--- Data supplied Enclosed Below ---
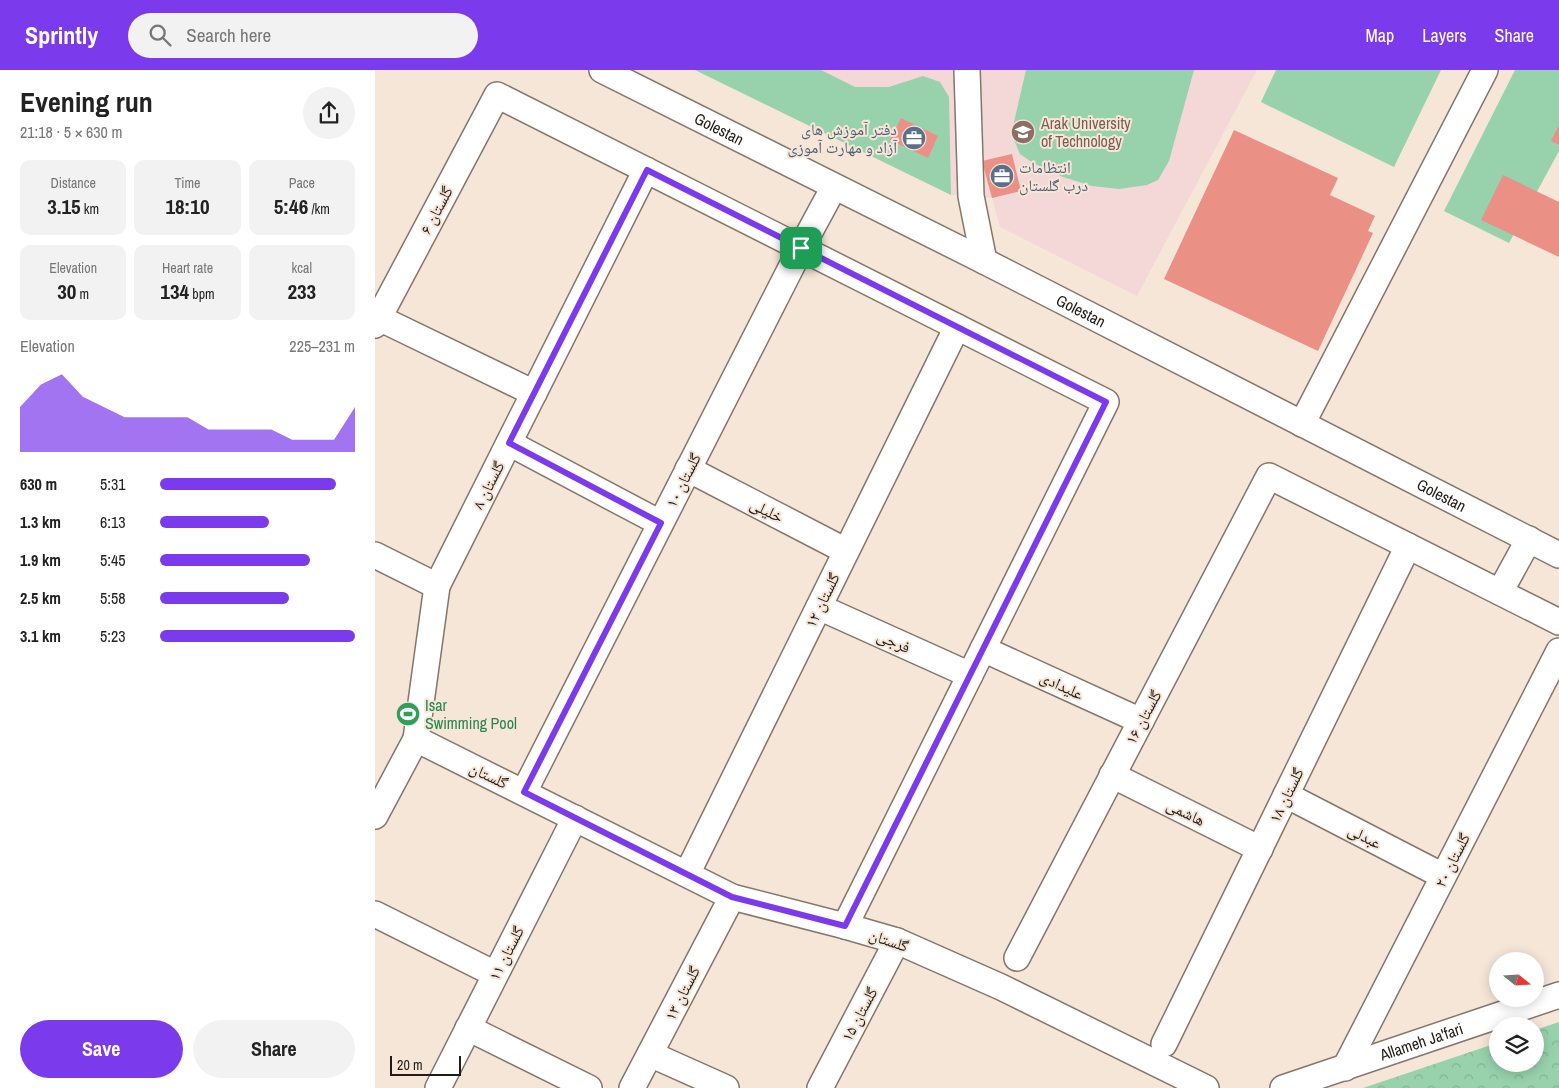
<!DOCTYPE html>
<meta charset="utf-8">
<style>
body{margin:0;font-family:"Archivo Narrow","Noto Naskh Arabic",sans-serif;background:#f2f2f2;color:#222;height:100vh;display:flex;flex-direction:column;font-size:19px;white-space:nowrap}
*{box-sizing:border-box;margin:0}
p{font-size:16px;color:#767676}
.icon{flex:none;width:28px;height:28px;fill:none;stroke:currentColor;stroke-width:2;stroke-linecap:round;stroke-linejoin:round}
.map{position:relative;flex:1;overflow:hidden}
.panel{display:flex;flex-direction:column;background:#fff;width:375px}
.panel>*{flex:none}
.needle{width:32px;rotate:108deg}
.fabs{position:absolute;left:1114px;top:882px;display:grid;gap:10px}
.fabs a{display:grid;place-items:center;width:55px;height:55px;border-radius:50%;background:#fff;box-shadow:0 2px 12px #0003;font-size:25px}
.scale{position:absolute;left:15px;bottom:12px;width:71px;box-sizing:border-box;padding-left:5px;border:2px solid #201b16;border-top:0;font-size:14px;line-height:18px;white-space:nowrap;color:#201b16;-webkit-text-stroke:4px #f6e6d8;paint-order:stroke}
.pin{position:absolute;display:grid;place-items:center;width:42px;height:42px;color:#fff;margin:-21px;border-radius:10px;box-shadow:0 2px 8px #0006}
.round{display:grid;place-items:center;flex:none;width:52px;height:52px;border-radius:26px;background:#f2f2f2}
.overview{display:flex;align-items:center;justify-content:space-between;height:85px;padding:0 20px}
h1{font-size:28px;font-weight:700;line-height:38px}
.figures{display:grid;grid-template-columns:repeat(3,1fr);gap:8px;height:85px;padding:5px 20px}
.figures div{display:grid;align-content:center;border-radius:10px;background:#f2f2f2;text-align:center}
.figures b{font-size:21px;font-weight:700}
.figures small{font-size:14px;font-weight:400}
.figures p{font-size:14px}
.chart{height:140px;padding:10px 20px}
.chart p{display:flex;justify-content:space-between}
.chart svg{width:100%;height:90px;margin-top:5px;fill:#7c3aed;opacity:.7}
.primary-button{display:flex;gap:10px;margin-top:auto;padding:10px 20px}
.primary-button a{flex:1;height:58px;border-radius:30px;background:#7c3aed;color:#fff;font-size:20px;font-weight:700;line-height:58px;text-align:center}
.primary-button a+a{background:#f2f2f2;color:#222}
ul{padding:0 20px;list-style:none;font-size:16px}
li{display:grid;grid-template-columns:80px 60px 1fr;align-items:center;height:38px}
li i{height:12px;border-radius:6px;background:#7c3aed}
header{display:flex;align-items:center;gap:30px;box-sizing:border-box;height:70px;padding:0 25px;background:#7c3aed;color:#fff}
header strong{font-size:24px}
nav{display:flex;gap:28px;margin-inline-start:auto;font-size:18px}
.search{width:350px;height:45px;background:#f2f2f2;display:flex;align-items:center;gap:12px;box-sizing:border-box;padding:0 18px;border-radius:28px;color:#767676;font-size:19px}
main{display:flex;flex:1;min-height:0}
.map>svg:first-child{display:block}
.education{fill:#f3d8d7}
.green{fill:#97d2ac}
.forest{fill:url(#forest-crowns)}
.building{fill:#ea9084}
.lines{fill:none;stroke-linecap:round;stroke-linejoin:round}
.minor-casing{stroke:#85766a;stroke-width:28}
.minor{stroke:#fff;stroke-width:25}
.route-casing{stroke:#fff;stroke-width:10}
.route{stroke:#7c3aed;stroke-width:6}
.labels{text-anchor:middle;stroke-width:4;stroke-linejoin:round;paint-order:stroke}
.education-label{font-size:16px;fill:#785e54;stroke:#f6e6d8;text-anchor:start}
.street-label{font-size:16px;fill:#201b16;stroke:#f6e6d8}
.service-label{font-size:16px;fill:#4e5e75;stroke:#f6e6d8;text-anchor:end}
.leisure-label{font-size:16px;fill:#27864d;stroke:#f6e6d8;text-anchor:start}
</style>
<header>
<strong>Sprintly</strong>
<div class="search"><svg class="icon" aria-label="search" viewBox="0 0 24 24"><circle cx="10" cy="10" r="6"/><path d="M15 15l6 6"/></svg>Search here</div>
<nav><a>Map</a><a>Layers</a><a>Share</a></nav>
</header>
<main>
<section class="panel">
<div class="overview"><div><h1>Evening run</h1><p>21:18 · 5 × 630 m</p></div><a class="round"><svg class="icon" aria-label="share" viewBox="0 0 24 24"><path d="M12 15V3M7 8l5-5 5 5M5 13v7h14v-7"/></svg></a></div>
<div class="figures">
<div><p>Distance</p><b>3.15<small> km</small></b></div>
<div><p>Time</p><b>18:10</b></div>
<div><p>Pace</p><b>5:46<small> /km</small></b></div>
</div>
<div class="figures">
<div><p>Elevation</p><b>30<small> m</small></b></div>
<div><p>Heart rate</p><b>134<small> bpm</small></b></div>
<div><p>kcal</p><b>233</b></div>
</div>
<div class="chart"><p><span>Elevation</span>225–231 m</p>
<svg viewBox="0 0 160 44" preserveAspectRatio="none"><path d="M0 44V22L10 11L20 6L30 17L40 22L50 27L60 27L70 27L80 27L90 33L100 33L110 33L120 33L130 38L140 38L150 38L160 22V44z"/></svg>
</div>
<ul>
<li><b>630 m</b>5:31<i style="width:90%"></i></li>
<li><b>1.3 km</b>6:13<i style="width:56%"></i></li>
<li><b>1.9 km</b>5:45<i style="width:77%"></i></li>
<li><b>2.5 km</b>5:58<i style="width:66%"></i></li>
<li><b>3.1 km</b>5:23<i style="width:100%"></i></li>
</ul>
<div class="primary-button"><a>Save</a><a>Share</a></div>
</section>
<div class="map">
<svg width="1184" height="1018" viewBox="0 0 1184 1018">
<defs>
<pattern id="forest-crowns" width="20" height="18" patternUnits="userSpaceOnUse" patternTransform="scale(1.25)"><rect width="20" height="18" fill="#97d2ac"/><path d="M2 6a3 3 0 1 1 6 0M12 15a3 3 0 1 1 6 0" fill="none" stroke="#82b493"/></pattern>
</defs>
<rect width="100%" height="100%" fill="#f6e6d8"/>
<path class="education" d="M320,0H882L762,226L625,157L617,128L576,125Z"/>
<path class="green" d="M320,0H446L480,17H514L548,6L565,12L574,27L576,125Z
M651,0H819L794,91L783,110L772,115L744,119L717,116L688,107L658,93L645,84L639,70V52Z
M901,0H1066L1019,97L886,32Z
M1140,0H1184V81L1134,173L1069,141Z"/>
<path class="forest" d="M1184,952V1018H988L1122,973V994H1160V960Z"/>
<path class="building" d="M526,48L563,66L553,88L515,70Z
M1184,55V75L1176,71Z
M859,60L963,108L955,125L1000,146L993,161L998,163L943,281L789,209Z
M637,84L646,121L617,128L607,91Z
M1128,105L1184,132V187L1106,150Z"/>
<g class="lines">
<g class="minor-casing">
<g id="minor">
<path id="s1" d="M227,0L609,191L1184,485"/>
<path d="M592,0L596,126L609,191"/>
<path d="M4,248L159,323"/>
<path d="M0,255L122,25L731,332L470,856"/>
<path d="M927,354L1110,0"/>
<path d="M134,373L285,453"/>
<path d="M313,399L471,481"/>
<path d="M0,485L62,516L41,669L357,827L470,856L522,871L626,917L831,1018"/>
<path d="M62,516L271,100"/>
<path d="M1125,522L1154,469"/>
<path d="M444,537L595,605"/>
<path d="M608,579L766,651"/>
<path d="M737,705L885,779"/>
<path d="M149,722L426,178L459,117"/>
<path d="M911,725L1068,806"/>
<path d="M0,746L41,669"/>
<path d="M312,804L582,257"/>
<path d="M0,844L120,904"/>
<path d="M642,888L894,406L1184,552"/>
<path d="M93,958L214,1018"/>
<path d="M789,974L1033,476"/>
<path d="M275,984L351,1018"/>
<path d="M970,998L1184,581"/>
<path d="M63,1018L200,748"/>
<path d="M257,1018L357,827"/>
<path d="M445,1018L522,871"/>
<path id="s2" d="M908,1018L1184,925"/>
</g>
</g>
<use href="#minor" class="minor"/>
</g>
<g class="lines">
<g class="route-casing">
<path id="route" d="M272,100L731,332L470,856L357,827L149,722L286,453L134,373Z"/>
</g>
<use href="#route" class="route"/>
</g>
<defs>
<g id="university-disc" transform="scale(1.25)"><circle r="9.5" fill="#8d6e63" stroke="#f6e6d8"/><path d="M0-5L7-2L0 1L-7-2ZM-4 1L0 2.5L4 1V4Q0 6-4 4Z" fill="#fff"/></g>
<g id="office-disc" transform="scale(1.25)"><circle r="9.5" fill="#5c6f8a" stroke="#f6e6d8"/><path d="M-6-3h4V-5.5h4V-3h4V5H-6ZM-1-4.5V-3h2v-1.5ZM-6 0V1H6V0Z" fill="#fff"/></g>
<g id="stadium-disc" transform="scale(1.25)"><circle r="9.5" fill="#2e9e5b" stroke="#f6e6d8"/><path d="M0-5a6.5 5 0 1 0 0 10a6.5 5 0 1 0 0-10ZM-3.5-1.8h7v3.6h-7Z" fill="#fff"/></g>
</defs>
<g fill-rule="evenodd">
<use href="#university-disc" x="648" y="62"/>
<use href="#office-disc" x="539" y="68"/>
<use href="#office-disc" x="627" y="106"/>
<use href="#stadium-disc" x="33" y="644"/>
</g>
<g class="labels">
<g class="education-label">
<text x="666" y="59">Arak University<tspan x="666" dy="18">of Technology</tspan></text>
</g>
<g class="street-label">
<text dy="6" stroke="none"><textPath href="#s1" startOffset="131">Golestan</textPath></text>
<text transform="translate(61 140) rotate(-62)" y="6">گلستان ۶</text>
<text dy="6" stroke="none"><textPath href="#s1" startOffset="536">Golestan</textPath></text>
<text transform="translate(308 410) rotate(-63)" y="6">گلستان ۱۰</text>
<text transform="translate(113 415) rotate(-63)" y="6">گلستان ۸</text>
<text dy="6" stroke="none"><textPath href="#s1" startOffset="941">Golestan</textPath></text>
<text transform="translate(392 440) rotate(27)" y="6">خلیلی</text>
<text transform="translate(447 530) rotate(-64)" y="6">گلستان ۱۲</text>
<text transform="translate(519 571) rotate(24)" y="6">فرجی</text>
<text transform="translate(687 615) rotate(25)" y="6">علیدادی</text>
<text transform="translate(768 647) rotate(-62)" y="6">گلستان ۱۶</text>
<text transform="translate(114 705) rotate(26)" y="6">گلستان</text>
<text transform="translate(911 725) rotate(-64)" y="6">گلستان ۱۸</text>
<text transform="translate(811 742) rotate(26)" y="6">هاشمی</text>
<text transform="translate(990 766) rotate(27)" y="6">عبدلی</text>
<text transform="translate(1077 790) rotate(-63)" y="6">گلستان ۲۰</text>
<text transform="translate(514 870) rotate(19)" y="6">گلستان</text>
<text transform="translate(131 883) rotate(-63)" y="6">گلستان ۱۱</text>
<text transform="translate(307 923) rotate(-63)" y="6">گلستان ۱۳</text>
<text transform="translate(484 944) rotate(-62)" y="6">گلستان ۱۵</text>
<text dy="6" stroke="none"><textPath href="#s2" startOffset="146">Allameh Ja'fari</textPath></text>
</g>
<g class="service-label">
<text x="522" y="65">دفتر آموزش های<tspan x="522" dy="18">آزاد و مهارت آموزی</tspan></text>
<text x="644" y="103" text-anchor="start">انتظامات<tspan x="644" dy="18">درب گلستان</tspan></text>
</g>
<g class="leisure-label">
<text x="50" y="641">Isar<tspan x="50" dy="18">Swimming Pool</tspan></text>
</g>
</g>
</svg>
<div class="fabs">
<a><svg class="needle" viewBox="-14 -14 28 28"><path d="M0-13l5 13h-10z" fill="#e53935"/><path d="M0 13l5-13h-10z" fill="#767676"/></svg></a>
<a><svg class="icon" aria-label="layers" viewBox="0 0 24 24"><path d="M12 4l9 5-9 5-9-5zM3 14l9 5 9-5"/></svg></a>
</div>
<div class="scale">20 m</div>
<div class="pin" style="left:426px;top:178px;background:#1e9e55"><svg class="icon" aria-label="arrive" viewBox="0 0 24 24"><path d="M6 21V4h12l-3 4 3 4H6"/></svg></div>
</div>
</main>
--- End of Enclosed Data supplied ---
• [Assignment]: For the records above, state how many lines contain "shadow". Add nothing to the number.

• [Response area]: 2